## Exercise aim
In the records, find every line with the word "setLineDash" and copy it out.

========

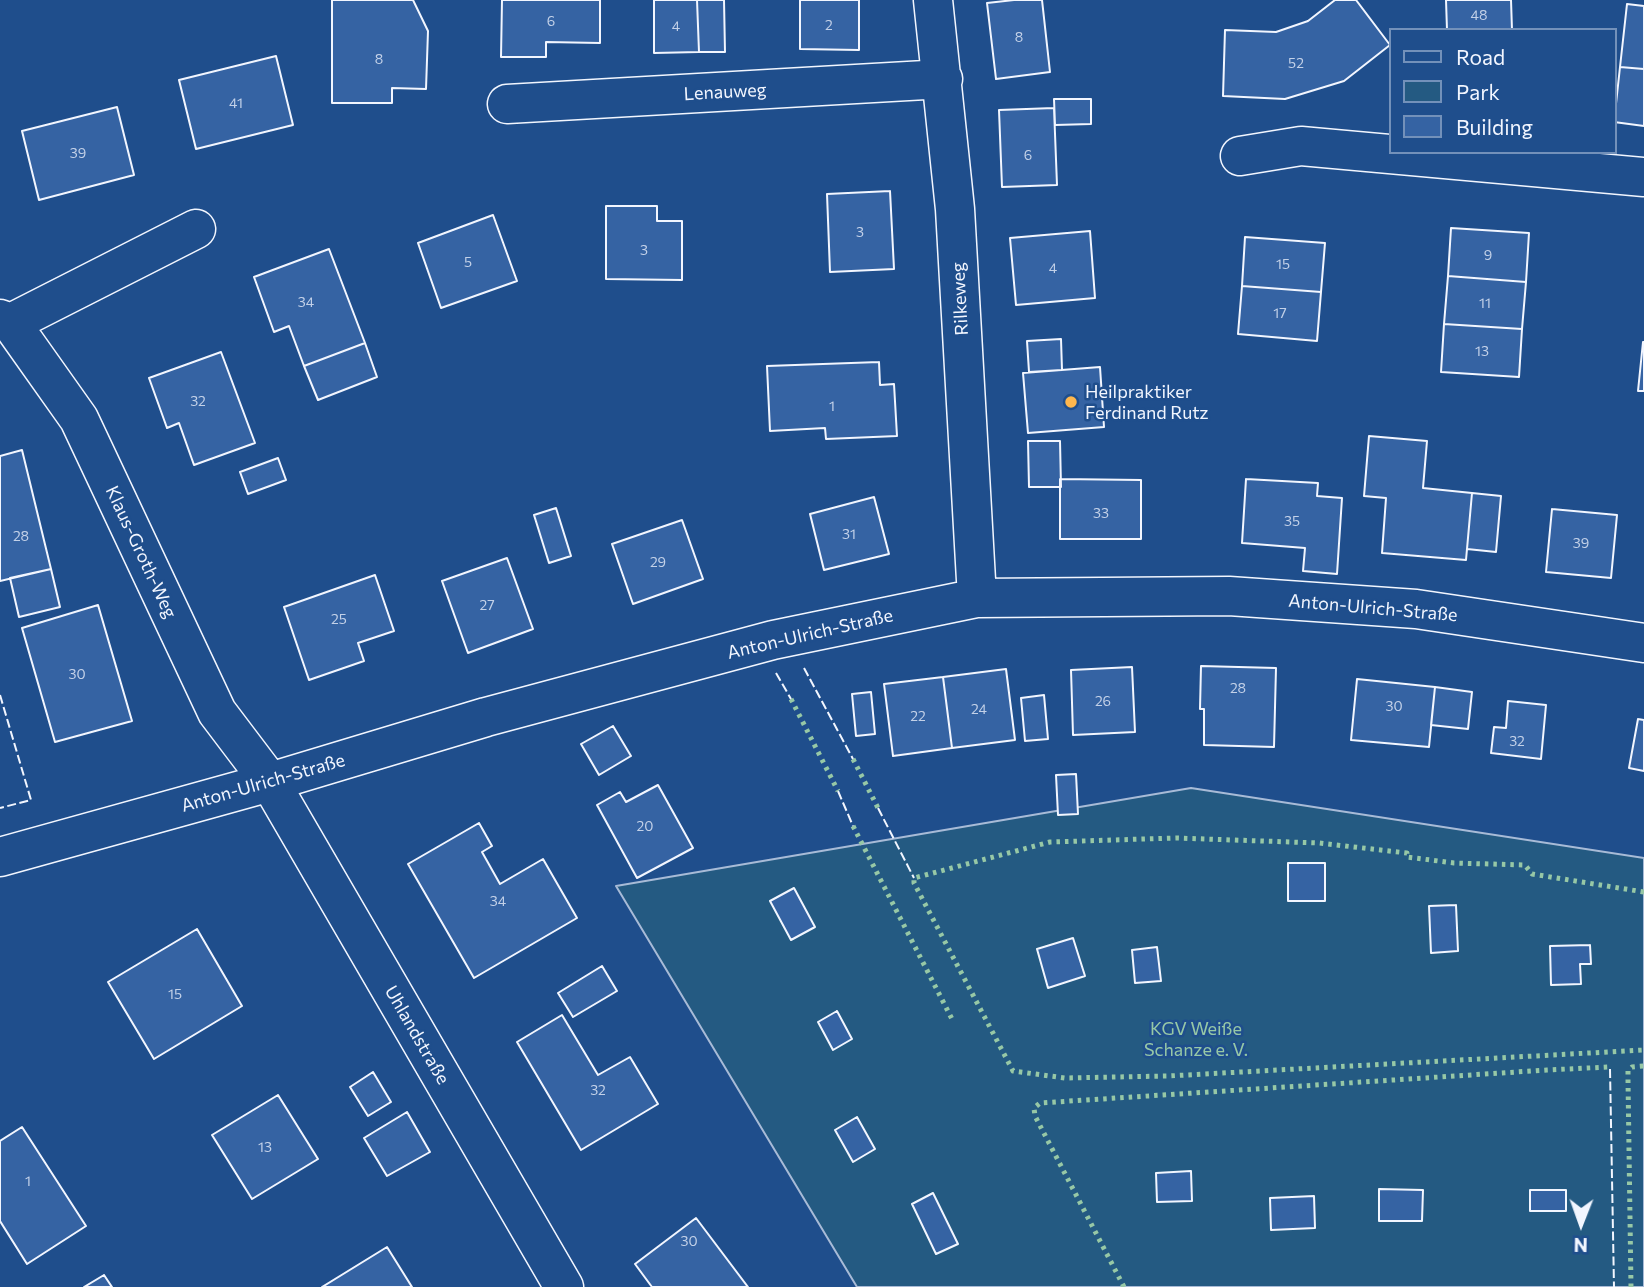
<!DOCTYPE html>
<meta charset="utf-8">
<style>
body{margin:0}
#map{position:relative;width:1644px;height:1287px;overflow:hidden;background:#1f4e8c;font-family:Commissioner,sans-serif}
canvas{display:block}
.legend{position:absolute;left:1389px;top:28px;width:228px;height:126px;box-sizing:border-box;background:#1f4e8c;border:2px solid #7391ba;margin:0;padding:9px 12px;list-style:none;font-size:21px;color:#f2f6ff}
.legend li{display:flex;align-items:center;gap:14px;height:35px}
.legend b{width:35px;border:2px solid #7391ba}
.north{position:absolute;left:1546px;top:1189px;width:70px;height:70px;-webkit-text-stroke:5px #1f4e8c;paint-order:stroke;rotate:181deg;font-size:19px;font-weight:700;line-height:28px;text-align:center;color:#f2f6ff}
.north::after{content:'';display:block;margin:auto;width:24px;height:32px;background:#f2f6ff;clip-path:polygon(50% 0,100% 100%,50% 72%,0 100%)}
</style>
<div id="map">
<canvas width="1644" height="1287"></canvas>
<ul class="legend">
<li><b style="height:9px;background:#1f4e8c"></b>Road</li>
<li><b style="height:19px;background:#245a82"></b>Park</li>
<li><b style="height:19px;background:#3563a3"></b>Building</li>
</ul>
<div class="north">N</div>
</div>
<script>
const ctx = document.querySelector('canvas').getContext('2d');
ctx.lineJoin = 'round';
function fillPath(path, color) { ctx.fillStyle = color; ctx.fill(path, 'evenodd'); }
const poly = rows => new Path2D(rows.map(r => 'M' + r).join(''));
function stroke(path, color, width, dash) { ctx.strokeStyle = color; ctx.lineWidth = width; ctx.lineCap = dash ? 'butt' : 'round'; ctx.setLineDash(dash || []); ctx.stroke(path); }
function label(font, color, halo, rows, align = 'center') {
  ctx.font = font + ' Commissioner,sans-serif'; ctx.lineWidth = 5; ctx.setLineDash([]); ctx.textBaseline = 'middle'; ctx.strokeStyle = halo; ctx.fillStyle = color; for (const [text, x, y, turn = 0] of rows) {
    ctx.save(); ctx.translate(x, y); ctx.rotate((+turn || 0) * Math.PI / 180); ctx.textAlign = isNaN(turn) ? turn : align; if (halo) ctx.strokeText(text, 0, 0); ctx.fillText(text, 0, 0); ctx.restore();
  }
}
const green = poly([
 [1191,788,1644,858,1644,1287,857,1287,616,886,1191,788]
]);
fillPath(green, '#245a82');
stroke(green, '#a8bbd7', 2);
const building = poly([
 [332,0,413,0,428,31,426,89,392,88,392,103,332,103,332,0],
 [502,0,600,0,600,43,546,42,546,57,501,57,502,0],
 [654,0,697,0,699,52,654,53,654,0],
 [697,0,724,0,725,52,699,52,697,0],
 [800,0,859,0,859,50,800,49,800,0],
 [1014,0,1042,0,1050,72,996,79,987,3,1014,0],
 [1335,0,1356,0,1390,45,1344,81,1285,99,1223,96,1225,30,1276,32,1308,21,1335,0],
 [1446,0,1511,0,1512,30,1447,30,1446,0],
 [1627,4,1644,6,1644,69,1620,67,1627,4],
 [276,56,293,125,196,149,179,80,276,56],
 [1620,67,1644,69,1644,126,1614,122,1620,67],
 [1054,99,1091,99,1091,124,1055,125,1054,99],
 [117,107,134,175,39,200,22,131,117,107],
 [1054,108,1057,185,1002,187,999,110,1054,108],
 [890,191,894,269,830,272,827,194,890,191],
 [606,206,657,206,657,221,682,221,682,280,606,279,606,206],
 [493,215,517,281,441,308,418,243,493,215],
 [1451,228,1529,233,1526,282,1448,276,1451,228],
 [1090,231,1095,298,1016,305,1010,238,1090,231],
 [1245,237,1325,243,1321,292,1242,286,1245,237],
 [329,249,365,343,304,366,289,326,274,332,254,277,329,249],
 [1448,276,1526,282,1522,329,1444,324,1448,276],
 [1242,286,1321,292,1317,341,1238,334,1242,286],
 [1444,324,1522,329,1519,377,1441,372,1444,324],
 [1061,339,1062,370,1029,372,1027,341,1061,339],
 [1643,342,1644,342,1644,391,1638,391,1643,342],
 [365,343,377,377,318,400,304,366,365,343],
 [221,352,255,443,194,465,179,423,167,428,149,378,221,352],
 [879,362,880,385,894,384,897,436,826,439,825,428,770,431,767,366,879,362],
 [1100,367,1104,427,1028,433,1023,373,1100,367],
 [1369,436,1427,441,1423,488,1472,493,1466,560,1382,553,1386,498,1364,496,1369,436],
 [1028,441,1060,441,1061,487,1029,487,1028,441],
 [22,450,51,569,0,581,0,456,22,450],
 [278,458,286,480,248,494,240,472,278,458],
 [1060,479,1141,480,1141,539,1060,539,1060,479],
 [1246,479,1318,483,1317,496,1342,498,1337,574,1303,571,1305,548,1242,543,1246,479],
 [1472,493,1501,496,1496,552,1467,549,1472,493],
 [874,497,889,554,824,570,810,514,874,497],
 [556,508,571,556,549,563,534,515,556,508],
 [1552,509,1617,515,1611,578,1546,572,1552,509],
 [682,520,703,579,633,604,612,544,682,520],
 [507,558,533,629,468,653,442,581,507,558],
 [51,569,60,607,19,617,10,578,51,569],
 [375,575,394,631,358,643,364,661,309,680,284,607,375,575],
 [98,605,132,721,55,742,22,628,98,605],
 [1201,666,1276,668,1274,747,1204,745,1204,709,1200,709,1201,666],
 [1132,667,1135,732,1073,735,1071,670,1132,667],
 [1006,669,1015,740,952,748,943,677,1006,669],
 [943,677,952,748,893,756,884,684,943,677],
 [1357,679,1435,687,1429,747,1351,740,1357,679],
 [1435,687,1472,692,1468,729,1431,725,1435,687],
 [871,692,875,734,856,736,852,694,871,692],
 [1044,695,1048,739,1025,741,1021,698,1044,695],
 [1508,701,1546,705,1541,759,1491,753,1494,727,1506,728,1508,701],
 [1638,719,1644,720,1644,771,1629,768,1638,719],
 [613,726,631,756,599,775,581,744,613,726],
 [1076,774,1078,814,1058,815,1056,775,1076,774],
 [658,785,693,848,637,878,597,805,620,792,626,802,658,785],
 [479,823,492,846,482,852,500,884,543,859,577,918,474,978,408,864,479,823],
 [1288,863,1325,863,1325,901,1288,901,1288,863],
 [794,888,815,927,791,940,770,901,794,888],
 [1456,905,1458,951,1431,953,1429,906,1456,905],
 [197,929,242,1006,154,1059,108,982,197,929],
 [1073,938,1085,976,1048,988,1037,949,1073,938],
 [1590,945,1591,964,1580,964,1581,984,1551,985,1550,946,1590,945],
 [1157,947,1161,981,1135,983,1132,950,1157,947],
 [602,966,617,991,573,1017,558,993,602,966],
 [837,1011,852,1039,833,1050,818,1022,837,1011],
 [562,1015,598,1075,630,1057,658,1104,581,1150,517,1042,562,1015],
 [373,1072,391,1102,368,1116,350,1087,373,1072],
 [278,1095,318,1159,252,1199,212,1135,278,1095],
 [407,1112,430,1152,387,1176,364,1138,407,1112],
 [857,1117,875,1149,853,1162,835,1130,857,1117],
 [22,1127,86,1226,27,1264,0,1221,0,1141,22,1127],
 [1191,1171,1192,1201,1157,1202,1156,1173,1191,1171],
 [1379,1189,1423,1190,1422,1221,1379,1221,1379,1189],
 [1530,1190,1566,1190,1566,1211,1530,1211,1530,1190],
 [933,1193,958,1244,936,1254,912,1204,933,1193],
 [1314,1196,1315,1228,1271,1230,1270,1198,1314,1196],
 [696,1218,748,1287,652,1287,635,1264,696,1218],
 [387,1247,412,1287,322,1287,387,1247],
 [104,1275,112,1287,84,1287,104,1275]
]);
fillPath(building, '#3563a3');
stroke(building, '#f2f6ff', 2);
const minor = poly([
 [933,0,955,209,977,598],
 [507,104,943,79],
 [1240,156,1301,146,1644,177],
 [0,319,11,323,79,419,217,712,270,782,564,1287],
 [11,323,196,229],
 [0,857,270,782,486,717,773,640,977,598,1229,596,1416,609,1644,643]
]);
stroke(minor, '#f2f6ff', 41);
stroke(minor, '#1f4e8c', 38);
stroke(poly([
 [791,699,838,791],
 [853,759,878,808],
 [853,826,953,1021],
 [1644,892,1532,874,1525,865,1454,863,1407,857,1407,853,1319,843,1176,838,1050,842,914,878,914,883,1013,1071,1065,1078,1168,1076,1644,1050],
 [1124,1287,1035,1116,1034,1108,1040,1103,1547,1070,1608,1067,1610,1069],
 [1631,1287,1628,1080,1628,1071,1632,1067,1644,1066]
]), '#97c8a6', 5, [3.5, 5]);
stroke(poly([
 [804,668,853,759],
 [776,673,791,699],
 [0,695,31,800,0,808],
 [838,791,853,826],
 [878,808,914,878],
 [1610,1069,1614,1287]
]), '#f2f6ff', 2, [9, 3.5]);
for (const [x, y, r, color] of [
 [1071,402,7,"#ffb74d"]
]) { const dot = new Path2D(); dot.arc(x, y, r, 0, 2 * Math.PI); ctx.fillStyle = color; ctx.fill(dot); stroke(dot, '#1f4e8c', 2.5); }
label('14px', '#c3d1e8', null, [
 ["48",1479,15],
 ["6",551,21],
 ["2",829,25],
 ["4",676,26],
 ["8",1019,37],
 ["8",379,59],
 ["52",1296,63],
 ["41",236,103],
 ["39",78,153],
 ["6",1028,155],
 ["3",860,232],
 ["3",644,250],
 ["9",1488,255],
 ["5",468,262],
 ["15",1283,264],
 ["4",1053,268],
 ["34",306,302],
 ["11",1485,303],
 ["17",1280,313],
 ["13",1482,351],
 ["32",198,401],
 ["1",832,406],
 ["33",1101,513],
 ["35",1292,521],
 ["31",849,534],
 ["28",21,536],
 ["39",1581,543],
 ["29",658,562],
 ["27",487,605],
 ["25",339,619],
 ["30",77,674],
 ["28",1238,688],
 ["26",1103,701],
 ["30",1394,706],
 ["24",979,709],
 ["22",918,716],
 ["32",1517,741],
 ["20",645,826],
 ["34",498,901],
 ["15",175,994],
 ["32",598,1090],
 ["13",265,1147],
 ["1",28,1181],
 ["30",689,1241]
]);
label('18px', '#f2f6ff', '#1f4e8c', [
 ["Lenauweg",725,92,-3],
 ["Rilkeweg",960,299,-93],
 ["Klaus-Groth-Weg",141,552,65],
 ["Anton-Ulrich-Straße",1373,608,5],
 ["Anton-Ulrich-Straße",810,634,-13],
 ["Anton-Ulrich-Straße",263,783,-16],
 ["Uhlandstraße",417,1035,60]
]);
label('18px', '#f2f6ff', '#1f4e8c', [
 ["Heilpraktiker",1085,392],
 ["Ferdinand Rutz",1085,413]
], 'left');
label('18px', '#97c8a6', '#1f4e8c', [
 ["KGV Weiße",1196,1029],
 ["Schanze e. V.",1196,1050]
]);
</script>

========

## Response to this task
function stroke(path, color, width, dash) { ctx.strokeStyle = color; ctx.lineWidth = width; ctx.lineCap = dash ? 'butt' : 'round'; ctx.setLineDash(dash || []); ctx.stroke(path); }
  ctx.font = font + ' Commissioner,sans-serif'; ctx.lineWidth = 5; ctx.setLineDash([]); ctx.textBaseline = 'middle'; ctx.strokeStyle = halo; ctx.fillStyle = color; for (const [text, x, y, turn = 0] of rows) {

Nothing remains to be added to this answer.